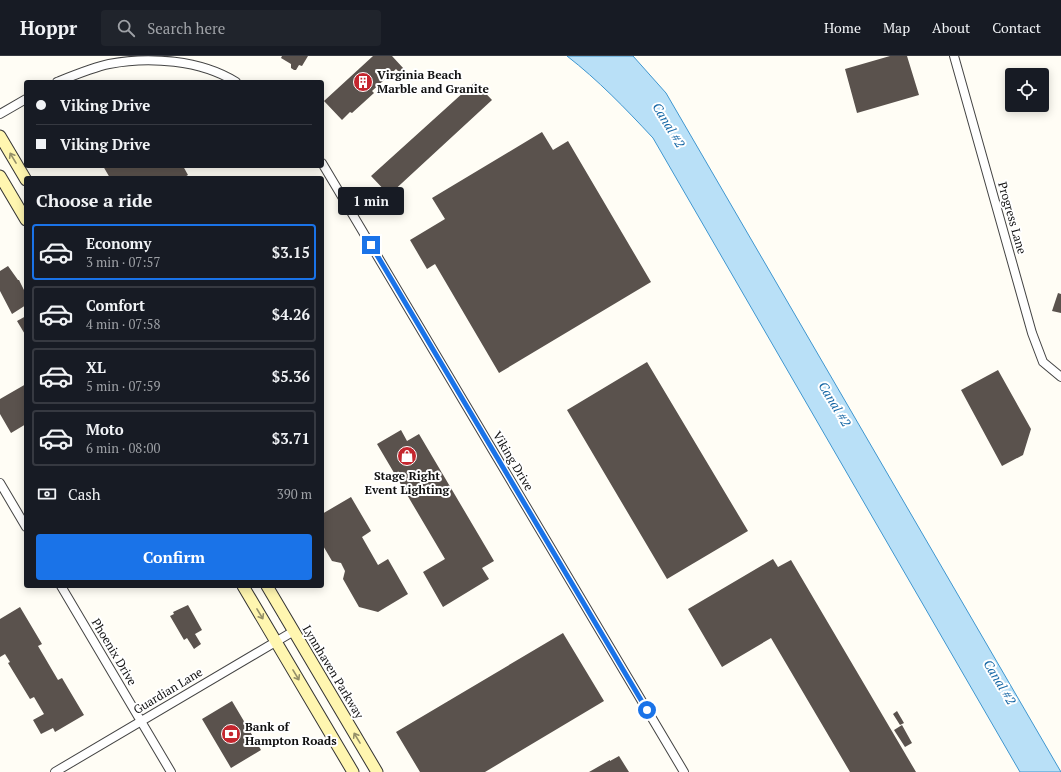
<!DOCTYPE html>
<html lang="en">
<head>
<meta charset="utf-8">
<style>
	:root { --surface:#171b24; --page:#20242c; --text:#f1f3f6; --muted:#9ea1a6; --line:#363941; --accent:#1a73e8 }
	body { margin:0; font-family:"PT Serif",serif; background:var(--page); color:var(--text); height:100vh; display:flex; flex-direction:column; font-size:15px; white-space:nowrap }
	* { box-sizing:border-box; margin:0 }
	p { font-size:13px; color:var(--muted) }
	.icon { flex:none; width:22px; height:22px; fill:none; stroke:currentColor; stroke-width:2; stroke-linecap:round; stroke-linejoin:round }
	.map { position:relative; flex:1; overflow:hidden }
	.panel { position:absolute; left:24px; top:120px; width:300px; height:412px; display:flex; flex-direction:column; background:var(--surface); border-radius:4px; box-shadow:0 2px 10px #0003 }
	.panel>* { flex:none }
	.banner { position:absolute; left:24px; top:24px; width:300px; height:88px; border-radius:4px; box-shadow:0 2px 10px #0003; display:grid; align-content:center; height:88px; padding:0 12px; background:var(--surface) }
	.buttons { position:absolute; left:1005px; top:12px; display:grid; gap:8px }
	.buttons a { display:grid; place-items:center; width:44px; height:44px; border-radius:4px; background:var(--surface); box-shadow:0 2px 10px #0003; font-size:20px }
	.end { position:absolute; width:18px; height:18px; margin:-9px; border:5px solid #1a73e8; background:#fff; box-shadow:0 0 0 2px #fff }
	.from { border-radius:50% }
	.bubble { position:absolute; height:28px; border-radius:4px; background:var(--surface); box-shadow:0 2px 10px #0003; font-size:13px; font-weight:700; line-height:28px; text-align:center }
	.banner b { display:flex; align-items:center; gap:14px; height:38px; font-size:15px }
	.banner b+b { border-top:1px solid var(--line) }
	.banner i { width:10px; height:10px; background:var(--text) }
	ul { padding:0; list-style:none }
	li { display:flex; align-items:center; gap:12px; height:56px; margin:0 8px 6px; padding:0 4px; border:2px solid var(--line); border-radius:4px }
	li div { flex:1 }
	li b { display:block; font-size:15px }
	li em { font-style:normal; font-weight:700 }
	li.on { border-color:var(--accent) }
	li>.icon { width:36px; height:36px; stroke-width:1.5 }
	h2 { padding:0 12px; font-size:18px; line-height:48px }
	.pay { display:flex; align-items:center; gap:10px; height:44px; padding:0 12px; font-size:15px }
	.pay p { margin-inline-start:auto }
	.primary-button { display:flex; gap:8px; margin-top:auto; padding:8px 12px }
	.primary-button a { flex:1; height:46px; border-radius:4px; background:var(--accent); color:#fff; font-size:16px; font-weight:700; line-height:46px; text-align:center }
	header { display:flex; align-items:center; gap:24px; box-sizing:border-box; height:56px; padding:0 20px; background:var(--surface); border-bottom:1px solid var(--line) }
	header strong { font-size:19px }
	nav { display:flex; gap:22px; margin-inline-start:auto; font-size:14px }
	.search { width:280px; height:36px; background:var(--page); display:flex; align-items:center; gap:10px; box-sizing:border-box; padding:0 14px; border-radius:4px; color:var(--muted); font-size:15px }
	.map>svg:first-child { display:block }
	.water { fill:#b9e0f7; stroke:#3f96cf }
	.building { fill:#5a524d }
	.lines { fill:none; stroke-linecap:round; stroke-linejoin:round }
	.street-casing { stroke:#444; stroke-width:10 }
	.secondary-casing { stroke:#333; stroke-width:13 }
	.street { stroke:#fff; stroke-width:8 }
	.secondary { stroke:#fff6b0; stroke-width:11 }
	.oneway { stroke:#948f68 }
	.route { stroke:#1a73e8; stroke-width:5 }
	.labels { text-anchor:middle; stroke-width:4; stroke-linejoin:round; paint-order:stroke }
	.poi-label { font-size:12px; font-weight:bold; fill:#111; stroke:#fff; text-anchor:start }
	.street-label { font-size:12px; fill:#111; stroke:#fff }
	.water-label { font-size:13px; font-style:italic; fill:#1768a6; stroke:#fff }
</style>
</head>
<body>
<header>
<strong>Hoppr</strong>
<div class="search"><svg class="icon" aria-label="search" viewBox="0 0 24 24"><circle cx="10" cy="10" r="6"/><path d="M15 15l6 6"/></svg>Search here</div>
<nav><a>Home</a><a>Map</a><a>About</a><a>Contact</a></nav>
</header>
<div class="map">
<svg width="1061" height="716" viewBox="0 0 1061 716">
	<rect width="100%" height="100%" fill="#fffdf5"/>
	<path class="water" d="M567,0h66l33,37 395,679h-41l-367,-634c-28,-30 -55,-58 -86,-82z"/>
	<path class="building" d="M282,0h26l-6,10 -3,-1 -3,5h-2l-3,-2v-4l-10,-6z
		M373,0h19l12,13 -4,4 -4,-4 -24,22 2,2 -22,20 -2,-1 -8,8 -18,-19z
		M890,0h17l12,39 -62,18 -12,-44z
		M475,26l17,18 -103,95 -18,-19z
		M542,76l11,18 15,-9 83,141 -152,91 -64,-109 -8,5 -17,-29 35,-21 -13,-21z
		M103,110h80l5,9 -5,3h-73z
		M8,210l10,14h1l7,14v11l-14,9 -12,-23v-20z
		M1058,237l3,1v19l-9,-2z
		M26,260v20l-9,-15z
		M647,306l101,169 -81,48 -100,-169z
		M998,314l33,59 -8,26 -21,11 -41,-76z
		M26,328v40l-15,9 -11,-19v-15z
		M401,374l6,11 12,-7 75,127 -12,7 7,11 -46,28 -20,-35 22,-13 -68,-115z
		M351,441l20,34 -9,6 16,28 10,-6 20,35 -30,18 -19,-5 -16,-28 2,-8 -4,-8 -9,-2 -10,-17v-30z
		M773,503l5,8 13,-7 125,212h-66l-79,-134 -49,29 -34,-58z
		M188,549l14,25 -7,4 6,10 -7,5 -7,-11 -3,2 -14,-24 4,-2 -1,-2z
		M20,551l22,37 -4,2 20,34 4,-2 22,37 -29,17 -2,-4 -12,6 -8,-14 11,-6 -10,-17 -4,2 -22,-36 2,-1 -5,-8 -5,3v-38z
		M563,577l41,68 -119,71h-65l-24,-40z
		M232,645l29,49 -30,18 -29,-49z
		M897,655l7,12 -4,2 -7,-11z
		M902,669l10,18 -7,4 -11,-17z
		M619,700l10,16h-40l21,-12v1z"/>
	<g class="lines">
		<defs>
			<path id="street" d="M954,0l78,277 11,29 18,15
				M57,26c15,-6 37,-15 52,-18 40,-8 92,-4 127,18
				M0,58l26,-15
				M322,107l362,609
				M0,427l26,44
				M61,530l110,186
				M55,716l239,-141"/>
			<path id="secondary" d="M0,80l26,44
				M0,120l26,44
				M243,530l110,186
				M267,530l110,186"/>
		</defs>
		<use href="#street" class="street-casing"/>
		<use href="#secondary" class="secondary-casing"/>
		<use href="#street" class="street"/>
		<use href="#secondary" class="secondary"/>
	</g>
	<defs><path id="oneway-shaft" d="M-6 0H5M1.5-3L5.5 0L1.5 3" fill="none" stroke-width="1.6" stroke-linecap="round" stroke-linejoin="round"/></defs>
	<g class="oneway">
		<use href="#oneway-shaft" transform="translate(13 102) rotate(-121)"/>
		<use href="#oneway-shaft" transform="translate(260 558) rotate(59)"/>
		<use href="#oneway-shaft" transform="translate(296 619) rotate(59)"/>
		<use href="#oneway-shaft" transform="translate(357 682) rotate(-121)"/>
	</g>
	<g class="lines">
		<path class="route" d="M371,189l276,465"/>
	</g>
	<defs>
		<symbol id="building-disc" viewBox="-11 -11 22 22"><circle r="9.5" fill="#c4262e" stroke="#fff"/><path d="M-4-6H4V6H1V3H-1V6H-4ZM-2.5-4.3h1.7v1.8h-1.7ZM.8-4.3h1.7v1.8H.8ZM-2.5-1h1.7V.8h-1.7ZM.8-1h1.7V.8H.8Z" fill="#fff"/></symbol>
		<symbol id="shop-disc" viewBox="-11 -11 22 22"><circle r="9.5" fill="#c4262e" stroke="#fff"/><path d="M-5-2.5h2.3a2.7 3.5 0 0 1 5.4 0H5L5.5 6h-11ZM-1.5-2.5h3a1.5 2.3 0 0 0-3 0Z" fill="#fff"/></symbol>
		<symbol id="bank-disc" viewBox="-11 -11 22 22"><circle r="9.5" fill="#c4262e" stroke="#fff"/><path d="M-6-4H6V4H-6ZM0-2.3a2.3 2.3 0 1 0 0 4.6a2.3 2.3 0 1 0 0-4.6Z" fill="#fff"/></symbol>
	</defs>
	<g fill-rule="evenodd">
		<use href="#building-disc" x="352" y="15" width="22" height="22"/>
		<use href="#shop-disc" x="396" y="389" width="22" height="22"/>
		<use href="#bank-disc" x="220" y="667" width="22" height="22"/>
	</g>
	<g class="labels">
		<g class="poi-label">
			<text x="377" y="23">Virginia Beach<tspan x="377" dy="14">Marble and Granite</tspan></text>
			<text x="407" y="424" text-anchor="middle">Stage Right<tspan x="407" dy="14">Event Lighting</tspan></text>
			<text x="245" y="675">Bank of<tspan x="245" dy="14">Hampton Roads</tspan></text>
		</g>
		<g class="street-label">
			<text transform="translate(1012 162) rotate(74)" y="4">Progress Lane</text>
			<text transform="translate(513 405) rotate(59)" y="4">Viking Drive</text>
			<text transform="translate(114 596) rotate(59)" y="4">Phoenix Drive</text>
			<text transform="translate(333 616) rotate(59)" y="4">Lynnhaven Parkway</text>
			<text transform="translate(168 635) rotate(-31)" y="4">Guardian Lane</text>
		</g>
		<g class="water-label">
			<text transform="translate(669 69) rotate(59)" y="5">Canal #2</text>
			<text transform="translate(835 348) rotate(59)" y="5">Canal #2</text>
			<text transform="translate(1000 626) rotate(59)" y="5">Canal #2</text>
		</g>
	</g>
</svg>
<div class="buttons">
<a><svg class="icon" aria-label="locate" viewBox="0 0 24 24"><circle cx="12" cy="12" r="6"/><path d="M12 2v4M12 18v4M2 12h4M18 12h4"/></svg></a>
</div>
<i class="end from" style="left:647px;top:654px"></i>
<i class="end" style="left:371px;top:189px"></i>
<div class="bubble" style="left:338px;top:131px;width:66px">1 min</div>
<div class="banner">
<b><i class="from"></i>Viking Drive</b>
<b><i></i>Viking Drive</b>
</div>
<section class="panel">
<h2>Choose a ride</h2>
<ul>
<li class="on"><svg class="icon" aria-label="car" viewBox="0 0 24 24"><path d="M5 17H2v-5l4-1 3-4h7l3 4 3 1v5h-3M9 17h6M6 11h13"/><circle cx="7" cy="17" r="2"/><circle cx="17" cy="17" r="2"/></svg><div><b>Economy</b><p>3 min · 07:57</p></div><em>$3.15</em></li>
<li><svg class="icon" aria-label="car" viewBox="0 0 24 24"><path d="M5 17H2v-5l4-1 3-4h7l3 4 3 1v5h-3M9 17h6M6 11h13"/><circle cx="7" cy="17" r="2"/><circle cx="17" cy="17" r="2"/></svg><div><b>Comfort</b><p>4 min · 07:58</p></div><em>$4.26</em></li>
<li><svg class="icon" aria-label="car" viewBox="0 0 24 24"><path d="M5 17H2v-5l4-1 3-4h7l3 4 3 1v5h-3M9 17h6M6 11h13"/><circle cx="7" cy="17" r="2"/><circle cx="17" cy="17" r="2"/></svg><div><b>XL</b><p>5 min · 07:59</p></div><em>$5.36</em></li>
<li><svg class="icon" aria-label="car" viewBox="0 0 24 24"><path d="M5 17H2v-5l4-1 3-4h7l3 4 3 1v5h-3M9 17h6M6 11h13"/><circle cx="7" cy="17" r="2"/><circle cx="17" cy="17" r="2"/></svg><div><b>Moto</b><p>6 min · 08:00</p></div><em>$3.71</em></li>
</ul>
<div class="pay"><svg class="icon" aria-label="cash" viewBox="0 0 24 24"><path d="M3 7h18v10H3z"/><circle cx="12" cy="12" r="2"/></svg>Cash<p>390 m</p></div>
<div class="primary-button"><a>Confirm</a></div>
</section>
</div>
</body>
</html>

════════════════════

Work to complete:
The reply should consist of one number, the count of lines above with the string "bubble" in them.

Answer area:
2